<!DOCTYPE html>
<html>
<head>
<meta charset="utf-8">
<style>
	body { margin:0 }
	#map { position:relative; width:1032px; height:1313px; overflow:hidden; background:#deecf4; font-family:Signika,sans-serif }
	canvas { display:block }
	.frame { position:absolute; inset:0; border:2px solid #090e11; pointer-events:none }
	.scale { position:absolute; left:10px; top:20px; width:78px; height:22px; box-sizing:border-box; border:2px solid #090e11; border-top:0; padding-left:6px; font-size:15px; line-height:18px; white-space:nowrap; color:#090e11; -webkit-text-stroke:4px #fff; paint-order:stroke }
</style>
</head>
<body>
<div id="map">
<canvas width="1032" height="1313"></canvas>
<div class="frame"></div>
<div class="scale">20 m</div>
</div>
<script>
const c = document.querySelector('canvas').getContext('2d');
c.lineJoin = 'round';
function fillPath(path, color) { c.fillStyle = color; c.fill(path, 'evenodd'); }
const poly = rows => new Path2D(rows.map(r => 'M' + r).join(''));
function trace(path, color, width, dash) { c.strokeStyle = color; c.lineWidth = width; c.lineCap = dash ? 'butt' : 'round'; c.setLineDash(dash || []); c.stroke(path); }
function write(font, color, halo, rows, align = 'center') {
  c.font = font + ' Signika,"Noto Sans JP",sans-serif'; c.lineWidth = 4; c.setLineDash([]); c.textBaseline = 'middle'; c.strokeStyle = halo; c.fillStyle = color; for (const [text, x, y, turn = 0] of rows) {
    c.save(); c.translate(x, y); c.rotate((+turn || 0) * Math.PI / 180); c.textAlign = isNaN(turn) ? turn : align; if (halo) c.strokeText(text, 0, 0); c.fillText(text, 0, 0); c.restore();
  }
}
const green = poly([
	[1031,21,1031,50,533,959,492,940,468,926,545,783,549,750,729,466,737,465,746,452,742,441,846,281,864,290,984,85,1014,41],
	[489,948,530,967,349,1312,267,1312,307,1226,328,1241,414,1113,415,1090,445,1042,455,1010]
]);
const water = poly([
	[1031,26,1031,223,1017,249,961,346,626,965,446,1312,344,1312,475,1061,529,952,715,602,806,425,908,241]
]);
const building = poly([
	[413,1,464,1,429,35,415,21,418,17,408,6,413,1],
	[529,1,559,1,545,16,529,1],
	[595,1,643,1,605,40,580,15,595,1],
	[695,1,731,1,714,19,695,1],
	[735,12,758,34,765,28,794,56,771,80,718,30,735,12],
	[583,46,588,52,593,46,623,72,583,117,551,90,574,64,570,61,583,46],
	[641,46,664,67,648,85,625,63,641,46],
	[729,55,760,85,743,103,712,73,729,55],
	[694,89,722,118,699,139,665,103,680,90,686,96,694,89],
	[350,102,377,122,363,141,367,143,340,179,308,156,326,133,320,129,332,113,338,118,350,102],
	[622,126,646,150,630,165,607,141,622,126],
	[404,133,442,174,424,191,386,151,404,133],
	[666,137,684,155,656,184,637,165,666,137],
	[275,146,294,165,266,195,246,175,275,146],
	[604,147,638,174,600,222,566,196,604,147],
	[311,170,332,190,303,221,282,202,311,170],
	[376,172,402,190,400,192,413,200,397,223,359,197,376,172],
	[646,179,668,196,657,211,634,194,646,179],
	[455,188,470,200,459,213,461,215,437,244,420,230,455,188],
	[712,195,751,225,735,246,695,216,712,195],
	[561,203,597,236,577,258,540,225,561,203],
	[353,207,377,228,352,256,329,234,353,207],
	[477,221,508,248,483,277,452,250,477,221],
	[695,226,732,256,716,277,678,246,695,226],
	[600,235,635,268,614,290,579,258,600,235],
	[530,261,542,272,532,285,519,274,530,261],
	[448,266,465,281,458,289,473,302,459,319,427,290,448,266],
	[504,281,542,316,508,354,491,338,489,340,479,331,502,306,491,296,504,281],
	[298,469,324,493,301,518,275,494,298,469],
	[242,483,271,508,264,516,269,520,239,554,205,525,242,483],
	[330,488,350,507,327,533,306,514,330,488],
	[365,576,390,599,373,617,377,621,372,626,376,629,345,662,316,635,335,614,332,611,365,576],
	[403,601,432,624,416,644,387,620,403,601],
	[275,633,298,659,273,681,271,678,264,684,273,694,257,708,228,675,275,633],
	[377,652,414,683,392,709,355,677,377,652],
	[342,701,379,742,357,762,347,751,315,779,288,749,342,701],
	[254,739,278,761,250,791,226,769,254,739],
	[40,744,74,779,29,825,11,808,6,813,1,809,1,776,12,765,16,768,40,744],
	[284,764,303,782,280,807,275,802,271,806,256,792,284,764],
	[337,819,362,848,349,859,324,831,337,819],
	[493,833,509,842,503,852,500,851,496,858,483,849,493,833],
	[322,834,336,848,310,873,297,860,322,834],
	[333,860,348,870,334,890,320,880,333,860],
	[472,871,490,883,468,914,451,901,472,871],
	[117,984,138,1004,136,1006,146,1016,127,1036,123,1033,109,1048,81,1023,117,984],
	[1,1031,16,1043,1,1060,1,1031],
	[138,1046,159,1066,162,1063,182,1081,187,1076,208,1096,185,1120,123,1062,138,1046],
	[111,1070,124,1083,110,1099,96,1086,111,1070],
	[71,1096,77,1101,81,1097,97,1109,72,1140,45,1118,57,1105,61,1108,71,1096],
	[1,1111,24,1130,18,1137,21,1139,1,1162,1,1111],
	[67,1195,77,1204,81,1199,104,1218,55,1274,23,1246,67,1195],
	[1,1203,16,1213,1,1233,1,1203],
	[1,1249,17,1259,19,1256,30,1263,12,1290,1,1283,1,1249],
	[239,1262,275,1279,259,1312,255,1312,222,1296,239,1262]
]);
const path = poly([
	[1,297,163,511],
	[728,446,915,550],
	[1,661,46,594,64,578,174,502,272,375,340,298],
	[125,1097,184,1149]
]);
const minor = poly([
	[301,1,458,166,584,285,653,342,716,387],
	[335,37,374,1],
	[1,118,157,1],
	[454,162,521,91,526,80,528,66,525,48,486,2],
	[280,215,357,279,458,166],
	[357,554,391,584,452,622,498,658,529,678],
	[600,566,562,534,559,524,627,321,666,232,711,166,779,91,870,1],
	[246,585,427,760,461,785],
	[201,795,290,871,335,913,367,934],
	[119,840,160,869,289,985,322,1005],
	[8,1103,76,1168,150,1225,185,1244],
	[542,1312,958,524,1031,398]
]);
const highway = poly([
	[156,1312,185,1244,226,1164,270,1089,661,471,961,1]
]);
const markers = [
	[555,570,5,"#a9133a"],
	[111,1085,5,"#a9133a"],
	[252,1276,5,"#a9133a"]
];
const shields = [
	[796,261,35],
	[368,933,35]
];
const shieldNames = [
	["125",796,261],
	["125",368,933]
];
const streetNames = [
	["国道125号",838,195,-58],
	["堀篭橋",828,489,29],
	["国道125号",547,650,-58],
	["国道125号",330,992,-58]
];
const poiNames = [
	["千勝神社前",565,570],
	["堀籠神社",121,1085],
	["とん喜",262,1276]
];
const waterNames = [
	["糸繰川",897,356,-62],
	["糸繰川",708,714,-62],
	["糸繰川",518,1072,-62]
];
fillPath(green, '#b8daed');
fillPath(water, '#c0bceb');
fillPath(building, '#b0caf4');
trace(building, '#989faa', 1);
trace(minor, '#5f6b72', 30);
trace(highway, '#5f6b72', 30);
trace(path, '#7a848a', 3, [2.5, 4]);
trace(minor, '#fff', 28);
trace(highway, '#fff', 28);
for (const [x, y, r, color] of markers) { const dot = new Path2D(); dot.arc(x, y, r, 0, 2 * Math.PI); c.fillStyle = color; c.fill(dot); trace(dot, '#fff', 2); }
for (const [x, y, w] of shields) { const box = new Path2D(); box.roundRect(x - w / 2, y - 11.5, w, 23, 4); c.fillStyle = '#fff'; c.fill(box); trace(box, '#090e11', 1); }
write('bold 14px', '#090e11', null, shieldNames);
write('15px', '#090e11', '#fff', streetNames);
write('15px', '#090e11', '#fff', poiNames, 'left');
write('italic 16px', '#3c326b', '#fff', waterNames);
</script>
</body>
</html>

• EXERCISE BRIEF
Scan the material for "canvas" and copy the lines that hold it.

• RESULT OF THIS TASK
	canvas { display:block }
<canvas width="1032" height="1313"></canvas>
const c = document.querySelector('canvas').getContext('2d');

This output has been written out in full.